Referring now to Figs. 3 and 4 the portion of one part of an electrical connector has a body 80 in which a conductor-termination member in the form of a movable contact 86 is mounted. The contact 86 is formed having a flange portion 82 and a rearwardly tapering frusto-conical ramp portion 84 (towards the right-hand end in Figure 3). The contact 86 slides axially in a passage 90 in the body 80 and is urged forwardly by four resilient metal tines 92 which act upon the frustoconical portion 84 of the contact 86. The tines 92 are connected to a circular band 94 which fits within the passage 90. The movable contact 86 is connected to a fixed contact 96 which is mounted in the body 80 rearwardly of the movable contact 86 and is connected thereto by a flexible conductor wire 98.

In use, the forward end 88 of the movable contact 86 is held by the resilient tines 92 in engagement with a contact in another device (not shown) to which it is desired to make an electrical connection.

Figure 4 shows the resilient tines 92, the band 94 and the movable contact 86 separated from the body 80 of the connector part.

Claims

1. An optical-fibre or electrical connector, comprising a termination member suitable for terminating an electrical conductor or an optical fibre, the termination member being slidably mounted through an aperture in a connector body-member and means resiliently biasing the termination member against sliding movement in a first direction relative to the connector bodymember, the biasing means comprising at least one resilient tine acting between the two members with the free end of the tine in sliding engagement with a surface on one of the two members which surface is non-parallel with the said direction, whereby the tine suffers deflection about its root and transverse to the said first direction on the occurrence of relative movement between the two members in the said first direction.
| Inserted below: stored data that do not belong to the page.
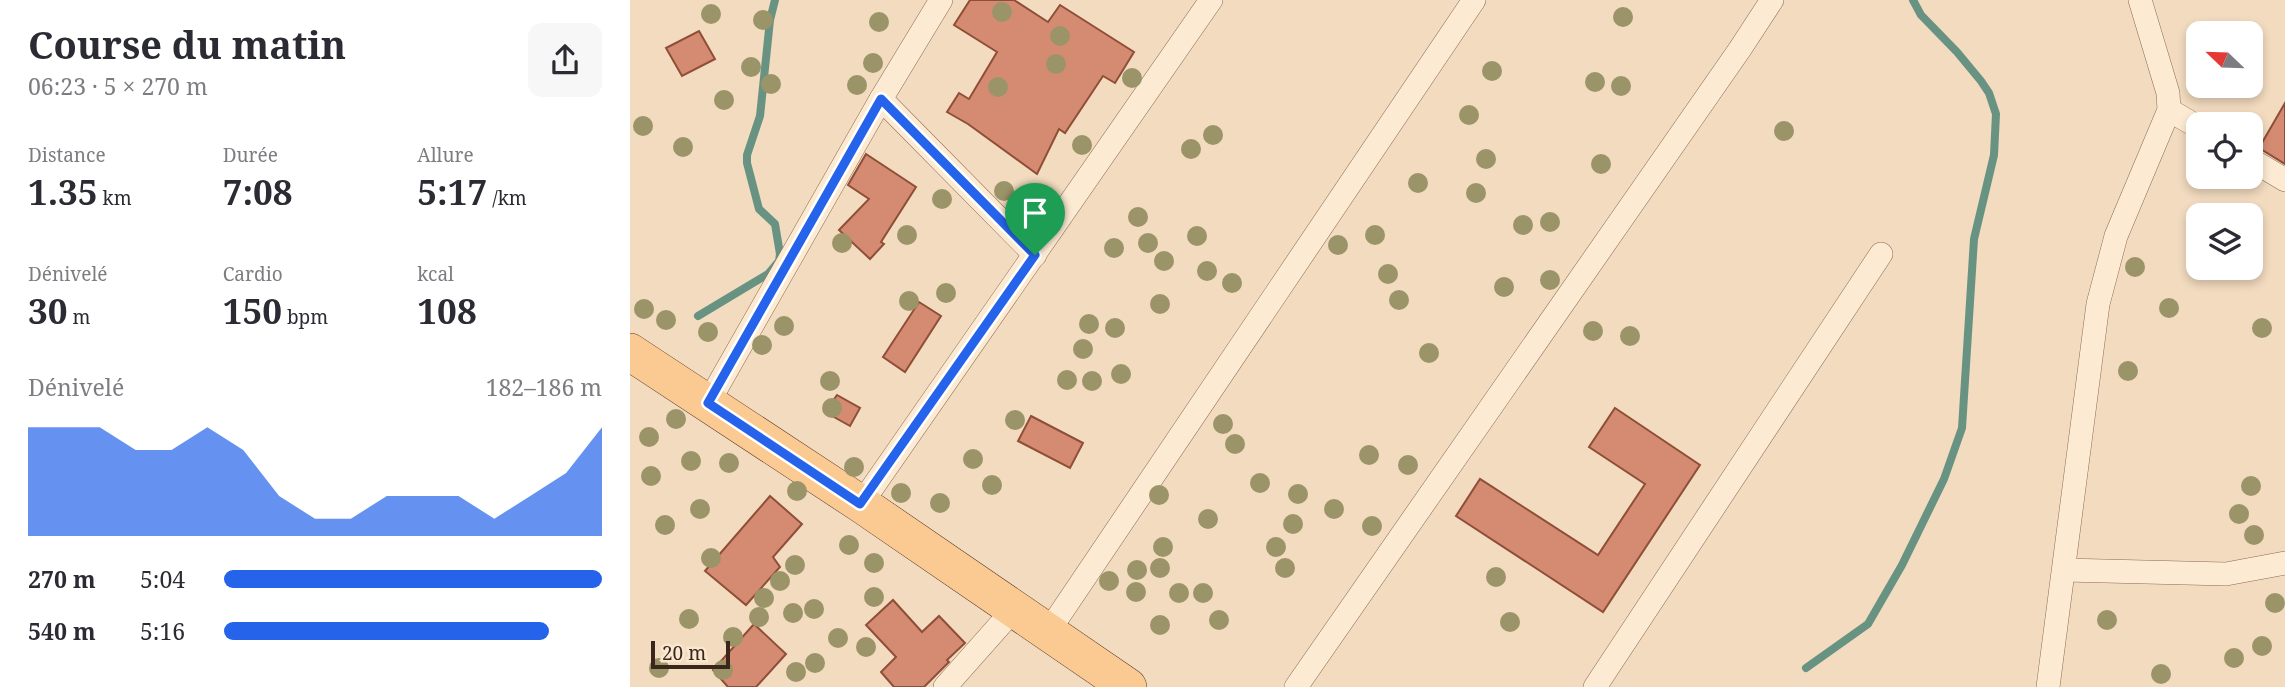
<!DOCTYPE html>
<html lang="fr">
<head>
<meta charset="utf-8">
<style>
	body { margin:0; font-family:"Noto Serif",serif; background:#f7f7f7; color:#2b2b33; height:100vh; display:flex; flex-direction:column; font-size:26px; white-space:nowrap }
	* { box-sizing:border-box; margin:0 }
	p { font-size:23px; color:#7c7c81 }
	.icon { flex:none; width:38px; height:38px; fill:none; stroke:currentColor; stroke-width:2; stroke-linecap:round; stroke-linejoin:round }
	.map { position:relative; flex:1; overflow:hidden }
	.sheet { display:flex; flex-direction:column; background:#fff; width:630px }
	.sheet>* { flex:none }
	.needle { width:46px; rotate:293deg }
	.fabs { position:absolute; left:1556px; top:21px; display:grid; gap:14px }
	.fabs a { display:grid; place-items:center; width:77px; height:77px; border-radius:14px; background:#fff; box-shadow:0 4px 10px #0003; font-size:35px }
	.scale { position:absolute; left:21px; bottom:18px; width:79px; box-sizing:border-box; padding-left:7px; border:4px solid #3b261b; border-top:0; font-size:19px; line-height:24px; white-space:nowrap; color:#3b261b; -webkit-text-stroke:5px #f9e7cf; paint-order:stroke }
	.pin { position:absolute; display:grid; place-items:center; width:60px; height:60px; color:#fff; margin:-72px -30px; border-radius:50% 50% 50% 0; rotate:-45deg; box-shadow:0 0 7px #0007 }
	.pin .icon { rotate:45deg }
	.round { display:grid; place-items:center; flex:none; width:74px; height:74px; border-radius:14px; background:#f7f7f7 }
	.summary { display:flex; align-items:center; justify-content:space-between; height:119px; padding:0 28px }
	h1 { font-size:38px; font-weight:700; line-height:52px }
	.stats { display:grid; grid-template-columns:repeat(3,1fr); gap:10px; height:119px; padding:7px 28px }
	.stats div { display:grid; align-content:center }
	.stats b { font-size:35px; font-weight:700 }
	.stats small { font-size:19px; font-weight:400 }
	.stats p { font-size:19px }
	.chart { height:196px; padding:14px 28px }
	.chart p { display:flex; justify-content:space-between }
	.chart svg { width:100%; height:126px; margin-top:7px; fill:#2563eb; opacity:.7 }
	ul { padding:0 28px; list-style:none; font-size:23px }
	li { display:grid; grid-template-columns:112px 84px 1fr; align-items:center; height:52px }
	li i { height:18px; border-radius:9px; background:#2563eb }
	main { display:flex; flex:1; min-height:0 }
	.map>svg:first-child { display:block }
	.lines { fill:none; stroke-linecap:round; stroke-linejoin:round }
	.stream { stroke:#689382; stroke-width:8 }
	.building { fill:#d58b71; stroke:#8f4e38; stroke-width:2 }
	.minor-casing { stroke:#8d6b55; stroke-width:24 }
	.primary-casing { stroke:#5a392a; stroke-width:38 }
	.minor { stroke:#fcead3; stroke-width:23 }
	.primary { stroke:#faca92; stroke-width:37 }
	.tree { fill:#9b9468 }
	.route-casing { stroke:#fff; stroke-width:14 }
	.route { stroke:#2563eb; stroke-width:9 }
</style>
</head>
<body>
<main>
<section class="sheet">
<div class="summary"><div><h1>Course du matin</h1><p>06:23 · 5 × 270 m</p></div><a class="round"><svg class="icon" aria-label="share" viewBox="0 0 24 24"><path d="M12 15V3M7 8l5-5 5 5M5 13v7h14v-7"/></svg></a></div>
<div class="stats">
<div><p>Distance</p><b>1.35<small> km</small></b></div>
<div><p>Durée</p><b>7:08</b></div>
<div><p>Allure</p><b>5:17<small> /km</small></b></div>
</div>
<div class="stats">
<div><p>Dénivelé</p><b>30<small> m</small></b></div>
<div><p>Cardio</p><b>150<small> bpm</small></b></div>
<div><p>kcal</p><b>108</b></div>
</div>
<div class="chart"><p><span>Dénivelé</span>182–186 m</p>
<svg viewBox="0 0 160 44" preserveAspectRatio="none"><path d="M0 44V6L10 6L20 6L30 14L40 14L50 6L60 14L70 30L80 38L90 38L100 30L110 30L120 30L130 38L140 30L150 22L160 6V44z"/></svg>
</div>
<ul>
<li><b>270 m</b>5:04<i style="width:100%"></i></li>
<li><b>540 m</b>5:16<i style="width:86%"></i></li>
</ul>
</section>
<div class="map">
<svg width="1655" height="687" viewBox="0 0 1655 687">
	<rect width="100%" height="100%" fill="#f2dbbf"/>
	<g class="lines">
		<!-- stream -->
		<g class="stream">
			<polyline points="68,316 138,274 149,261 150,254 145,224 129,209 117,163 117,155 130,116 140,20 145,0"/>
			<polyline points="1176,668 1238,624 1272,565 1314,479 1332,428 1344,239 1364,155 1366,114 1359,93 1351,81 1327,52 1291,15 1283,0"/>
		</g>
	</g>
	<!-- building -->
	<g class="building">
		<polygon points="340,0 384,0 418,22 430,5 504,52 485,83 473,76 435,133 429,129 407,174 338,124 317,112 329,93 339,99 367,52 324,25"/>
		<polygon points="69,31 85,59 52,76 36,48"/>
		<polygon points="1655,103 1655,164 1629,148"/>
		<polygon points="236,154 286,187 251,242 254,244 240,259 209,230 239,199 218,185"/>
		<polygon points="289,302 311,316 275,372 253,357"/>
		<polygon points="207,395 230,408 220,426 195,412"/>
		<polygon points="985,408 1070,465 973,612 826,516 850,479 968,555 1015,484 959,447"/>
		<polygon points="401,416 453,443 440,468 388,441"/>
		<polygon points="140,496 172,524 143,557 150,567 116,605 75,571"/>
		<polygon points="263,600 292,632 309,616 335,643 317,660 319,662 294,687 264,687 251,672 266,657 236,625"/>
		<polygon points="124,624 156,654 126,687 98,687 83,670"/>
	</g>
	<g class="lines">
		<!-- minor casing -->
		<g class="minor-casing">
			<g id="minor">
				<polyline points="251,99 405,255"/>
				<polyline points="1539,110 1568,127"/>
				<polyline points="1620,159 1655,180"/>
				<polyline points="78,403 251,99 311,0"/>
				<polyline points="231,504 581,0"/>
				<polyline points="1434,570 1596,574 1655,563"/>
				<polyline points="418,632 844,0"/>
				<polyline points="315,687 385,608"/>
				<polyline points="666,687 1110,49 1142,0"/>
				<polyline points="965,687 1251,254"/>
				<polyline points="1418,687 1468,304 1486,236 1539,110 1538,93 1510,0"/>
			</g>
		</g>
		<!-- primary casing -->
		<g class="primary-casing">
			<polyline id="primary" points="0,352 231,504 498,687"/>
		</g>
		<!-- minor -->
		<use href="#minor" class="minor"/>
		<!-- primary -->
		<use href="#primary" class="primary"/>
	</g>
	<!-- trees -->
	<g class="tree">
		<circle cx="372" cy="12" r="10"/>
		<circle cx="81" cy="14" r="10"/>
		<circle cx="993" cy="17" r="10"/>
		<circle cx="133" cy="20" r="10"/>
		<circle cx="249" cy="22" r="10"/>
		<circle cx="430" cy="36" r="10"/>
		<circle cx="243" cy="63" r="10"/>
		<circle cx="426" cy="64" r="10"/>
		<circle cx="121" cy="67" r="10"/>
		<circle cx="862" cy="71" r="10"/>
		<circle cx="502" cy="78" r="10"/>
		<circle cx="965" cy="82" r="10"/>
		<circle cx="141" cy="84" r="10"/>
		<circle cx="227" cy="85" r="10"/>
		<circle cx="991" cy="86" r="10"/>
		<circle cx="368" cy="87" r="10"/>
		<circle cx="94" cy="100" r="10"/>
		<circle cx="839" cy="115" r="10"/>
		<circle cx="13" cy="126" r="10"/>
		<circle cx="1154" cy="131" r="10"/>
		<circle cx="583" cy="135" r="10"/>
		<circle cx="452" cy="145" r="10"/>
		<circle cx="53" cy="147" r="10"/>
		<circle cx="561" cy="149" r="10"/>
		<circle cx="856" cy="159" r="10"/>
		<circle cx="971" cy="164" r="10"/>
		<circle cx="788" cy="183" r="10"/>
		<circle cx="374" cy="191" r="10"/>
		<circle cx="846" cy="193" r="10"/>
		<circle cx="312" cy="199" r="10"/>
		<circle cx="508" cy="217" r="10"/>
		<circle cx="920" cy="222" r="10"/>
		<circle cx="893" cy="225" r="10"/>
		<circle cx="277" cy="235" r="10"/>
		<circle cx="745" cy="235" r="10"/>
		<circle cx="567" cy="236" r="10"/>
		<circle cx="212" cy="243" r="10"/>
		<circle cx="518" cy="243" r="10"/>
		<circle cx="708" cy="245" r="10"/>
		<circle cx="484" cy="248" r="10"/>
		<circle cx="534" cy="261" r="10"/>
		<circle cx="1505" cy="267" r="10"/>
		<circle cx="577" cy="271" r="10"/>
		<circle cx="758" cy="274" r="10"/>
		<circle cx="920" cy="280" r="10"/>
		<circle cx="602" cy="283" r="10"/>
		<circle cx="874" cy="287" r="10"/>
		<circle cx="316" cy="293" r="10"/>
		<circle cx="769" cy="300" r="10"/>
		<circle cx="279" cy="301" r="10"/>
		<circle cx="530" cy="304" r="10"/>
		<circle cx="1539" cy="308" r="10"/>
		<circle cx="14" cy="309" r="10"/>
		<circle cx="36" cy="320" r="10"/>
		<circle cx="459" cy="324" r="10"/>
		<circle cx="154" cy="326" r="10"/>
		<circle cx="485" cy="328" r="10"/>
		<circle cx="1632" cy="328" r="10"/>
		<circle cx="963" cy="331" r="10"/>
		<circle cx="78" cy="332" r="10"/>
		<circle cx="1000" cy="336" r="10"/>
		<circle cx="132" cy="345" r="10"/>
		<circle cx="453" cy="349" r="10"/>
		<circle cx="799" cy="353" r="10"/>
		<circle cx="1498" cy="371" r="10"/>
		<circle cx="491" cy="374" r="10"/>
		<circle cx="437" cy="380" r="10"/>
		<circle cx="200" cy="381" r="10"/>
		<circle cx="462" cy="381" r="10"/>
		<circle cx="202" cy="408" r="10"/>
		<circle cx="46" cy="419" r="10"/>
		<circle cx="385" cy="420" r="10"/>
		<circle cx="593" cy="424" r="10"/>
		<circle cx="19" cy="437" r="10"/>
		<circle cx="605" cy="444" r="10"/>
		<circle cx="739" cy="455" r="10"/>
		<circle cx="343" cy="459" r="10"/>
		<circle cx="61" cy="461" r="10"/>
		<circle cx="99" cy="463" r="10"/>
		<circle cx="778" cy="465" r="10"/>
		<circle cx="224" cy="467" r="10"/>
		<circle cx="21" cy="476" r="10"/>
		<circle cx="630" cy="483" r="10"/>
		<circle cx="362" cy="485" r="10"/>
		<circle cx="1621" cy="486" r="10"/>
		<circle cx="167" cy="491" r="10"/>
		<circle cx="271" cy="493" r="10"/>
		<circle cx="668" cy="494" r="10"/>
		<circle cx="529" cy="495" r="10"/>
		<circle cx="310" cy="503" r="10"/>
		<circle cx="70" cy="509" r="10"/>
		<circle cx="704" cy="509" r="10"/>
		<circle cx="1609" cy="514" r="10"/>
		<circle cx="578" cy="519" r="10"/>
		<circle cx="663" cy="524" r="10"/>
		<circle cx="35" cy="525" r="10"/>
		<circle cx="742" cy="526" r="10"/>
		<circle cx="1624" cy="535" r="10"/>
		<circle cx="219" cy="545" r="10"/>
		<circle cx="533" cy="547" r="10"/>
		<circle cx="646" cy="547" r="10"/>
		<circle cx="81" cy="558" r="10"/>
		<circle cx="244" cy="563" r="10"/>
		<circle cx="165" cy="565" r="10"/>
		<circle cx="530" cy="568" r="10"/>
		<circle cx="655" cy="568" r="10"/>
		<circle cx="507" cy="570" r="10"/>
		<circle cx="866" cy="577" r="10"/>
		<circle cx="150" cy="581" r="10"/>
		<circle cx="479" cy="581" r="10"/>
		<circle cx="506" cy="592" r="10"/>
		<circle cx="549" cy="593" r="10"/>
		<circle cx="573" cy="593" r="10"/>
		<circle cx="244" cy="597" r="10"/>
		<circle cx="134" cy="598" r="10"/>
		<circle cx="1645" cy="603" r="10"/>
		<circle cx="184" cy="609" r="10"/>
		<circle cx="163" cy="613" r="10"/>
		<circle cx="129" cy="617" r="10"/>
		<circle cx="59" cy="619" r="10"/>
		<circle cx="589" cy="620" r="10"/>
		<circle cx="1477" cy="620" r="10"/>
		<circle cx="880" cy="622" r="10"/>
		<circle cx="530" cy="625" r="10"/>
		<circle cx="103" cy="637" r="10"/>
		<circle cx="208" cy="638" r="10"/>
		<circle cx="1632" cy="646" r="10"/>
		<circle cx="236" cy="647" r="10"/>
		<circle cx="1604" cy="658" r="10"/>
		<circle cx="185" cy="663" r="10"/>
		<circle cx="29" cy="668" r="10"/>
		<circle cx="93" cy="670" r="10"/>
		<circle cx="166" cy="672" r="10"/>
		<circle cx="1531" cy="674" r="10"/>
	</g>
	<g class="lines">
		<!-- route casing -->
		<g class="route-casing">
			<polygon id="route" points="251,99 405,255 230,504 78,403"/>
		</g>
		<!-- route -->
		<use href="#route" class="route"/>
	</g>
</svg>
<div class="fabs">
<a><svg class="needle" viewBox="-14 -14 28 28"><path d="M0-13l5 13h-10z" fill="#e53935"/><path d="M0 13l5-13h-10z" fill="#7c7c81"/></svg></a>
<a><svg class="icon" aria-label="locate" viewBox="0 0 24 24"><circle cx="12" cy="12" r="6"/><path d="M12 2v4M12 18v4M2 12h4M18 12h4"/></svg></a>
<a><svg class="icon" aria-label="layers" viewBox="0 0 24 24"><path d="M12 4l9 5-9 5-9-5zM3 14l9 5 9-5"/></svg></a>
</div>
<div class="scale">20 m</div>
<div class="pin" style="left:405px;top:255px;background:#1e9e55"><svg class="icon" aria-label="arrive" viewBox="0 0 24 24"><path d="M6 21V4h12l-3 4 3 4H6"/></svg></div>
</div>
</main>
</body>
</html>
2. A connector according to claim 1, wherein the said surface is a surface on the termination member.

3. A connector according to claim 2, wherein the connector body-member is of moulded plastics material and a plurality of the said tines is provided which are integral with the bodymember.

4. A connector according to claim 2, wherein a plurality of the said tines is provided and extend from a supporting band.

5. A connector according to claim 4, wherein the said tines and band are integral and of resilient metal.

6. An opticai-fibre connector substantially as hereinbefore described and as shown in Figs. 1 and 2 of the accompanying drawings.

7. An electrical connector substantially as hereinbefore described and as shown in Figs. 3 and 4 of the accompanying drawings.